The author does a good job in making certain characters hateable, however a majority were left unexplored and didn't have much depth, for example I was curious to know whether Ruth actually abused her own kids and if they were 'under her control' or if they were actually enjoying the atrocious crimes they commited - which they seemed to be, but who knows? I also didn't like some of the gory details in the book and struggled to believe that the narrator would be able to understand some of the things that happened at such a young age, but apart from this I think the book is very, very well written.
The only disadvantage to the book is its disturbing contents. I love horror movies and gore, but when it comes to reading about a young girl being tortured, raped and then murdered in alot of detail, it is quite upsetting, however it did keep me gripped to the book and at no point did I need to take a break or want to stop reading. I did feel very angry and upset at the abuse that Meg (and her sister) had to endure, but I didn't feel heartbroken and I wasn't crying hysterically, mainly because the book is focussed David's love towards her rather than it being a book in which we get to know Meg. I know that might sound harsh, but that's just my opinion. If Meg was the narrator or main character then obviously I would feel different. If you are squeamish or can't handle child abuse or extreme sexual abuse, then I wouldn't reccomend his book, however I think the underlying message of the book is the main focus - the story of a man whose past regrets are haunting him and wearing him down, day by day. He acknowledges the pain and fear that Meg would of felt, and my favourite quote from the book is as follows -
"You think you know about pain? Talk to my second wife. She does. Or she thinks she does. She says that once when she was nineteen or twenty she got between a couple of cats fighting - her own cat and a neighbor's - and one of them went at her, climbed her like a tree, tore gashes out of her thighs and breasts and belly that you still can see today, scared her so badly she fell back against her mother's turn-of-the-century Hoosier, breaking her best ceramic pie plate and scraping six inches of skin off her ribs while the cat made its way back down her again, all tooth and claw and spitting fury. Thirty-six stitches I think she said she got. And a fever that lasted days. My second wife says that's pain. She doesn't know sh*t, that woman."

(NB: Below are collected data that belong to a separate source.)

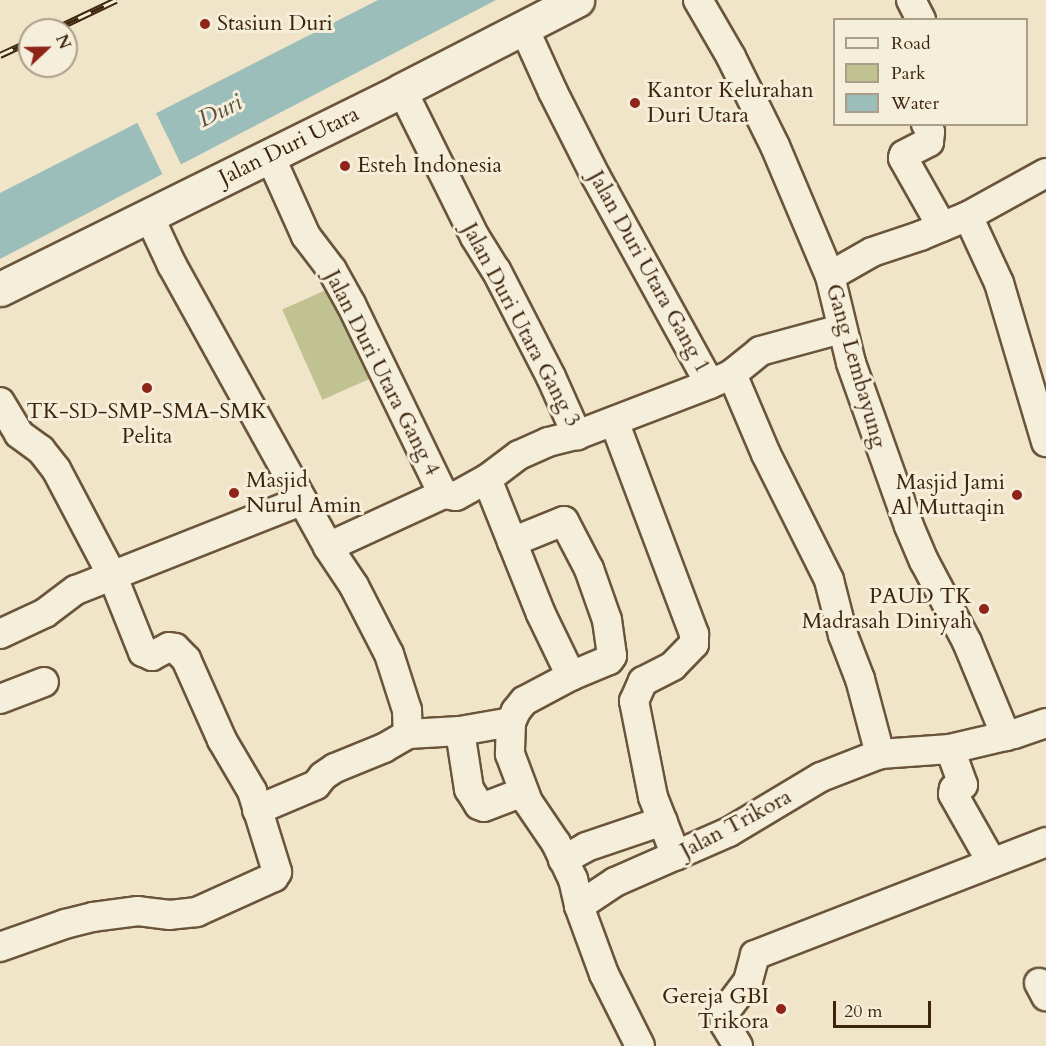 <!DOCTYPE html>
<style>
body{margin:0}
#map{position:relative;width:1046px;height:1046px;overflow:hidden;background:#f0e5c8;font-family:Cardo,serif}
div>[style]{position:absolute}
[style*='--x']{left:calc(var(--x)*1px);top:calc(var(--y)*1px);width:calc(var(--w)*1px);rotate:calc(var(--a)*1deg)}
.green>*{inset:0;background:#c0c291;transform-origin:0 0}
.water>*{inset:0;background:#9bbeba}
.pier>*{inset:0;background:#f0e5c8;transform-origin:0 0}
.roads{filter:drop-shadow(2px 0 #6a553a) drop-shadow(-2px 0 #6a553a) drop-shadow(0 2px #6a553a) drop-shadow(0 -2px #6a553a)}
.street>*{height:28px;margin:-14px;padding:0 14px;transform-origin:14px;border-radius:14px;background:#f5eedb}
.secondary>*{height:33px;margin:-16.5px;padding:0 16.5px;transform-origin:16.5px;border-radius:16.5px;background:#f5eedb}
.rail>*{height:7px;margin-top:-3.5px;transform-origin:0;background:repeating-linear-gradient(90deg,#f5eedb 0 14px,#3d250b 0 28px);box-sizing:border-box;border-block:2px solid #3d250b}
.dots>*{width:16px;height:16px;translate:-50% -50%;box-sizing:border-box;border:3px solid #f5eedb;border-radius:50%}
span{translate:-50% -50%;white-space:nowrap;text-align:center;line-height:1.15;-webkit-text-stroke:6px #f5eedb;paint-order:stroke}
.poi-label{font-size:22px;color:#3d250b}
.left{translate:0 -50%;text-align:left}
.right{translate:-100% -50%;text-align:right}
.street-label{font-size:22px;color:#3d250b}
.water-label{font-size:24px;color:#595340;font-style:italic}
.legend{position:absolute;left:833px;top:18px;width:195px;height:108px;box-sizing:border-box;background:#f5eedb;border:2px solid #ab9e88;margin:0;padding:8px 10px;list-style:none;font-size:18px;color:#3d250b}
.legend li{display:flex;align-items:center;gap:12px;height:30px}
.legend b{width:30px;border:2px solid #ab9e88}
.north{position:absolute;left:18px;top:18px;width:60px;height:60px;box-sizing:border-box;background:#f5eedb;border:2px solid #ab9e88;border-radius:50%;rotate:68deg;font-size:16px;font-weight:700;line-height:24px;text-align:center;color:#3d250b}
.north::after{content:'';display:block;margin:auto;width:21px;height:27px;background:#8f2418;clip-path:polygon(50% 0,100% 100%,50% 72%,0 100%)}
.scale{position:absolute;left:833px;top:1001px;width:98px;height:27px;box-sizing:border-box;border:3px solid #3d250b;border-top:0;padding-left:8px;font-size:18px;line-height:21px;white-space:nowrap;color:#3d250b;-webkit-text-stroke:4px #f5eedb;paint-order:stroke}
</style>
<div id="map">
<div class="green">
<i style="left:337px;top:285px;width:99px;height:60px;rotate:66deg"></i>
</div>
<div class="water">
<i style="clip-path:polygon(378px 0,496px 0,0 259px,0 193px)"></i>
</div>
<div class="pier">
<i style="left:155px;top:111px;width:62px;height:21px;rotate:64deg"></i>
</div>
<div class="roads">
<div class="street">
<i style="--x:698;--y:0;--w:66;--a:59.9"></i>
<i style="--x:731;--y:57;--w:99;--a:63.7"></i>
<i style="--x:775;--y:146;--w:141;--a:67.1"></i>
<i style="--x:830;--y:276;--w:89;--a:76.4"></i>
<i style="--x:851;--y:363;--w:173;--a:70.4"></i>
<i style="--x:909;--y:526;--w:38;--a:67"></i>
<i style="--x:924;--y:561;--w:92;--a:62"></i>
<i style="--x:967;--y:642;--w:102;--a:67.5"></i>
<i style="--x:911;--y:0;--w:22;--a:63"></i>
<i style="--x:524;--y:28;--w:70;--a:65.6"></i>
<i style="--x:553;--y:92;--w:95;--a:63.2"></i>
<i style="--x:596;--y:177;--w:236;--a:61.2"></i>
<i style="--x:710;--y:384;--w:24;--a:-24"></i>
<i style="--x:732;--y:374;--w:87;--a:67"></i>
<i style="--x:766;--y:454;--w:141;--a:63.4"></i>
<i style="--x:829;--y:580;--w:57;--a:75.7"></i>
<i style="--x:843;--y:635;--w:47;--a:68.9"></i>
<i style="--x:860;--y:679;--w:78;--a:75.1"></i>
<i style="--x:402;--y:90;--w:164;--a:63.6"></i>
<i style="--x:475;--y:237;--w:39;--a:58"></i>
<i style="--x:496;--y:270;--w:120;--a:62.8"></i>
<i style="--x:551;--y:377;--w:64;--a:65.9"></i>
<i style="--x:926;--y:124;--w:9;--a:63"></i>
<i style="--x:930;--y:132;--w:10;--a:96"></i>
<i style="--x:929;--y:142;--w:28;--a:153"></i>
<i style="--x:904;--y:155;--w:3;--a:108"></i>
<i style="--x:903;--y:158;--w:79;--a:60.5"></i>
<i style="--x:270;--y:156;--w:88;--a:65.8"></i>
<i style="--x:306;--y:236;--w:43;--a:52.6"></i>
<i style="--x:332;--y:270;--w:39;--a:61"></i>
<i style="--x:351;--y:304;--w:211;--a:64.2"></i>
<i style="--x:443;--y:494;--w:13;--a:9"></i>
<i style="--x:456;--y:496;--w:35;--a:-29"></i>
<i style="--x:487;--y:479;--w:40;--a:-37"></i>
<i style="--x:519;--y:455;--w:32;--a:-24"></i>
<i style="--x:548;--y:442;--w:30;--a:-14"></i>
<i style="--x:577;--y:435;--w:142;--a:-21"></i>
<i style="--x:149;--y:216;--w:54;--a:64.9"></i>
<i style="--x:172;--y:265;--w:322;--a:61"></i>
<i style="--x:328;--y:547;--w:127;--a:-24.7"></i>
<i style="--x:968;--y:216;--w:74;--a:65.2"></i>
<i style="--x:999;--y:283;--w:166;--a:73.5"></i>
<i style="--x:830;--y:276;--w:48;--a:-29.7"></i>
<i style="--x:872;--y:252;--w:51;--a:-18.4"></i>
<i style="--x:920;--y:236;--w:52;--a:-22.6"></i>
<i style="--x:968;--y:216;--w:89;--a:-28.9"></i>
<i style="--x:732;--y:374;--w:36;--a:-39"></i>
<i style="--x:760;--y:351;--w:84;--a:-15.2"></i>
<i style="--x:0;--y:402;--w:37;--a:59"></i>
<i style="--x:19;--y:434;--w:27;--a:36"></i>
<i style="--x:41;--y:450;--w:24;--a:52"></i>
<i style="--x:56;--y:469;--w:122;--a:62.2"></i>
<i style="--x:113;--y:577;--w:81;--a:68.2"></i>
<i style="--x:143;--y:652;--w:10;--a:24"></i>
<i style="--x:152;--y:656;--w:19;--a:-28"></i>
<i style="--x:169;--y:647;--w:6;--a:9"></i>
<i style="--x:175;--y:648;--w:16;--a:45"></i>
<i style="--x:186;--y:659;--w:89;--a:66"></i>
<i style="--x:222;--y:740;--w:59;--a:59.5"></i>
<i style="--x:252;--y:791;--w:85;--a:72.8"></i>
<i style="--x:277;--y:872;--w:6;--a:121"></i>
<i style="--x:274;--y:877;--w:85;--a:155.6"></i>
<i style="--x:197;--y:912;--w:27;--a:174"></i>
<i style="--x:170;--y:915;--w:32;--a:-173"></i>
<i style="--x:138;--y:911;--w:45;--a:172.4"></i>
<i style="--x:93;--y:917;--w:29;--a:166"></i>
<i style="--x:65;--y:924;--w:69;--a:160.5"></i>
<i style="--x:614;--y:421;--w:228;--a:69.4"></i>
<i style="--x:694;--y:634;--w:10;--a:90"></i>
<i style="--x:694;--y:644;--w:30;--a:134"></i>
<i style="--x:673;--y:666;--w:34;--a:153"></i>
<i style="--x:643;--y:681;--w:22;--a:114"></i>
<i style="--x:634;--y:701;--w:98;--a:78.8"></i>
<i style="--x:653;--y:797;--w:63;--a:68.7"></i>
<i style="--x:487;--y:479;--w:145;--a:68.2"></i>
<i style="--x:541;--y:614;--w:69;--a:64.2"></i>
<i style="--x:571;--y:676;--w:53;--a:152"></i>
<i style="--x:524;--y:701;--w:13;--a:129"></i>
<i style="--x:516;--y:711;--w:12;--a:114"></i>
<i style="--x:511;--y:722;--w:32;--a:92"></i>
<i style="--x:510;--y:754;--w:51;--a:69.4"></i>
<i style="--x:528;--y:802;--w:50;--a:55.7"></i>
<i style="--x:556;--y:843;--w:40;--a:65"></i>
<i style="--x:573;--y:879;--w:28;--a:77"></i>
<i style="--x:579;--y:906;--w:72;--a:69.8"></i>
<i style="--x:604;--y:974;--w:80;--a:63.4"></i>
<i style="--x:512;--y:542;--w:56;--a:-22"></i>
<i style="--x:564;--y:521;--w:54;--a:62.5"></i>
<i style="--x:589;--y:569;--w:54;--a:70.6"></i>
<i style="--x:607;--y:620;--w:36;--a:82"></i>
<i style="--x:612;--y:656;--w:5;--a:127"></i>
<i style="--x:609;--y:660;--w:41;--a:157.2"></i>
<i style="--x:328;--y:547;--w:47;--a:56.3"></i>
<i style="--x:354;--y:586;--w:76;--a:62.8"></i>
<i style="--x:389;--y:654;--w:59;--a:72.2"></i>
<i style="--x:407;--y:710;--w:24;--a:88"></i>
<i style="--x:0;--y:634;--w:50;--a:-25"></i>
<i style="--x:45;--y:613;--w:39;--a:-37"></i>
<i style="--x:76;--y:590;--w:242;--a:-21.6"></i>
<i style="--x:0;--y:699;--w:47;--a:-21.1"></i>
<i style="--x:460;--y:731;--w:59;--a:81.2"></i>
<i style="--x:469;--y:789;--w:19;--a:58"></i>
<i style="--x:479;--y:805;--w:5;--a:22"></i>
<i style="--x:484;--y:807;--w:42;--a:-21"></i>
<i style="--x:950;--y:749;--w:38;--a:70"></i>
<i style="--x:963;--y:785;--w:10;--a:156"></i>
<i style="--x:954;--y:789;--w:5;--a:101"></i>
<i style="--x:953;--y:794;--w:79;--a:60.5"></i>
<i style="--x:257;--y:810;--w:64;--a:-23"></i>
<i style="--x:316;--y:785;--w:11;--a:-52"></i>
<i style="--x:323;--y:776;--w:14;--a:-34"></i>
<i style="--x:335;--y:768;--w:53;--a:-22.2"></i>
<i style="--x:384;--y:748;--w:28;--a:-30"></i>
<i style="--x:408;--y:734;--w:52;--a:-3.3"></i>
<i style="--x:460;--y:731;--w:52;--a:-10"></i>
<i style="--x:563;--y:860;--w:26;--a:-29"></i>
<i style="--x:586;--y:847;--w:81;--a:-18.7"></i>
<i style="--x:579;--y:906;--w:43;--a:-33.7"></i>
<i style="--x:615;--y:882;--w:124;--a:-23.7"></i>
<i style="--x:729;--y:832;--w:107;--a:-30.9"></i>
<i style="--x:821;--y:777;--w:63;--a:-21.3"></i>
<i style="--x:880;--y:754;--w:70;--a:-4.1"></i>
<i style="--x:950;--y:749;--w:66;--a:-13.2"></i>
<i style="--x:1014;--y:734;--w:34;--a:-19"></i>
<i style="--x:1039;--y:983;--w:15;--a:62"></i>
<i style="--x:738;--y:1046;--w:26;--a:-121"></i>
<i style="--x:725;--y:1024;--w:11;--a:-95"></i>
<i style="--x:724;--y:1013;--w:40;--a:-53"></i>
<i style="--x:748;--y:981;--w:27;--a:-75"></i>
<i style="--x:755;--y:955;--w:312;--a:-21.2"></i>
</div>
<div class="secondary">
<i style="--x:0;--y:289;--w:449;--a:-26.3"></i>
<i style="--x:402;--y:90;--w:197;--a:-27.2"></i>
</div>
</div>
<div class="rail">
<i style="--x:53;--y:30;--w:70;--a:-25.5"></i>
<i style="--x:0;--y:55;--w:33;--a:-25"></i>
</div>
<div class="dots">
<i style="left:205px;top:24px;background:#8f2418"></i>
<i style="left:635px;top:103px;background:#8f2418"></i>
<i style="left:345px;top:166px;background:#8f2418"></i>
<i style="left:147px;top:388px;background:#8f2418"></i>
<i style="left:234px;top:493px;background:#8f2418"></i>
<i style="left:1017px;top:495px;background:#8f2418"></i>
<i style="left:984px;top:609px;background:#8f2418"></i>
<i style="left:781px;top:1009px;background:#8f2418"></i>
</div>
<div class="poi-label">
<span class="left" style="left:217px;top:24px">Stasiun Duri</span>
<span class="left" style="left:647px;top:103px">Kantor Kelurahan<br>Duri Utara</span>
<span class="left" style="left:357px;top:166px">Esteh Indonesia</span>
<span style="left:147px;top:424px">TK-SD-SMP-SMA-SMK<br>Pelita</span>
<span class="left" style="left:246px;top:493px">Masjid<br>Nurul Amin</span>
<span class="right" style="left:1005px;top:495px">Masjid Jami<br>Al Muttaqin</span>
<span class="right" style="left:972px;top:609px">PAUD TK<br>Madrasah Diniyah</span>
<span class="right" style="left:769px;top:1009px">Gereja GBI<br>Trikora</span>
</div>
<div class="street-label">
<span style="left:289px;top:146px;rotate:-26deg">Jalan Duri Utara</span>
<span style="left:649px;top:272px;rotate:61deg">Jalan Duri Utara Gang 1</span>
<span style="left:521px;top:325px;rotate:62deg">Jalan Duri Utara Gang 3</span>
<span style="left:856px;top:366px;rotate:74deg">Gang Lembayung</span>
<span style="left:382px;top:373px;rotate:63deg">Jalan Duri Utara Gang 4</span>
<span style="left:736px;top:824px;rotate:-28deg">Jalan Trikora</span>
</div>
<div class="water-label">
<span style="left:220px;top:111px;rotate:-26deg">Duri</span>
</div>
<ul class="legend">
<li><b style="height:8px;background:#f5eedb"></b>Road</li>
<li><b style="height:16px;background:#c0c291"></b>Park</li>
<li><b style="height:16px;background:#9bbeba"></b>Water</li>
</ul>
<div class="north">N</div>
<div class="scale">20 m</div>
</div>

I think this quote is really powerful, and if you've read the book you will understand what it means - it's basically about how people suffer in silence yet some people blow things that are no where near as horrific out of proportian. Overall, the book is rather disturbing, and at parts, very graphic, and these few genuinely shocking and brutal scenes make up for where the book drags. The end of the book was interesting to read, and made me question a few things too, so it wasn't entirely 'satisfying' but I found that it ended well.